* Your objective
Give back every entry, exactly as written.

-- Supplied material follows --

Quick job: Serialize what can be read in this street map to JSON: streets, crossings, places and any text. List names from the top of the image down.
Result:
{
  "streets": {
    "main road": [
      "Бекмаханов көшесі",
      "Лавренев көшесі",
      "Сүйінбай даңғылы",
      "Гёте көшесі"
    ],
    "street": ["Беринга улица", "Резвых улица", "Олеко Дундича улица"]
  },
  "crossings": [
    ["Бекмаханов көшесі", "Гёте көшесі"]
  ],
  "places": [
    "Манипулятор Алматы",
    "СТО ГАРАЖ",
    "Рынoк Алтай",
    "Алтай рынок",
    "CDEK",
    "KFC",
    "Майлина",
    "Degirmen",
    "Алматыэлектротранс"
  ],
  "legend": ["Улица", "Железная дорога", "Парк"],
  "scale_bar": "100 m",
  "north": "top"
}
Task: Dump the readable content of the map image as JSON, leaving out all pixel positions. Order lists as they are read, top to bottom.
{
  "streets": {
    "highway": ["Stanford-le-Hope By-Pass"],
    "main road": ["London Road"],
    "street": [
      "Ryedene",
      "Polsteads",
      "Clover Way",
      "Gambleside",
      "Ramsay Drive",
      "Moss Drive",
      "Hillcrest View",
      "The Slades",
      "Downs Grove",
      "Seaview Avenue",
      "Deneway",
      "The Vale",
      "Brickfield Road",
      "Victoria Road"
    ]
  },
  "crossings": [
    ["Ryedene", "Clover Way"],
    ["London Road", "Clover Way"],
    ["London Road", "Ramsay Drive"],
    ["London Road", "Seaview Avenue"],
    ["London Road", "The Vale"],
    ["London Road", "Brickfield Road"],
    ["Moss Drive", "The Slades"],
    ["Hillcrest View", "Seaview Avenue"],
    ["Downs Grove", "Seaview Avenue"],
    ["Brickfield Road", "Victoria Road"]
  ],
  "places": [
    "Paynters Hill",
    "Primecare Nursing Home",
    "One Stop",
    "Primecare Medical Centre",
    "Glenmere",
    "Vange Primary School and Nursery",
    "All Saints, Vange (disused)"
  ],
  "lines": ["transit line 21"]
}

-- Supplied material concluded --

* Result of the exercise
Quick job: Serialize what can be read in this street map to JSON: streets, crossings, places and any text. List names from the top of the image down.
Result:
{
  "streets": {
    "main road": [
      "Бекмаханов көшесі",
      "Лавренев көшесі",
      "Сүйінбай даңғылы",
      "Гёте көшесі"
    ],
    "street": ["Беринга улица", "Резвых улица", "Олеко Дундича улица"]
  },
  "crossings": [
    ["Бекмаханов көшесі", "Гёте көшесі"]
  ],
  "places": [
    "Манипулятор Алматы",
    "СТО ГАРАЖ",
    "Рынoк Алтай",
    "Алтай рынок",
    "CDEK",
    "KFC",
    "Майлина",
    "Degirmen",
    "Алматыэлектротранс"
  ],
  "legend": ["Улица", "Железная дорога", "Парк"],
  "scale_bar": "100 m",
  "north": "top"
}
Task: Dump the readable content of the map image as JSON, leaving out all pixel positions. Order lists as they are read, top to bottom.
{
  "streets": {
    "highway": ["Stanford-le-Hope By-Pass"],
    "main road": ["London Road"],
    "street": [
      "Ryedene",
      "Polsteads",
      "Clover Way",
      "Gambleside",
      "Ramsay Drive",
      "Moss Drive",
      "Hillcrest View",
      "The Slades",
      "Downs Grove",
      "Seaview Avenue",
      "Deneway",
      "The Vale",
      "Brickfield Road",
      "Victoria Road"
    ]
  },
  "crossings": [
    ["Ryedene", "Clover Way"],
    ["London Road", "Clover Way"],
    ["London Road", "Ramsay Drive"],
    ["London Road", "Seaview Avenue"],
    ["London Road", "The Vale"],
    ["London Road", "Brickfield Road"],
    ["Moss Drive", "The Slades"],
    ["Hillcrest View", "Seaview Avenue"],
    ["Downs Grove", "Seaview Avenue"],
    ["Brickfield Road", "Victoria Road"]
  ],
  "places": [
    "Paynters Hill",
    "Primecare Nursing Home",
    "One Stop",
    "Primecare Medical Centre",
    "Glenmere",
    "Vange Primary School and Nursery",
    "All Saints, Vange (disused)"
  ],
  "lines": ["transit line 21"]
}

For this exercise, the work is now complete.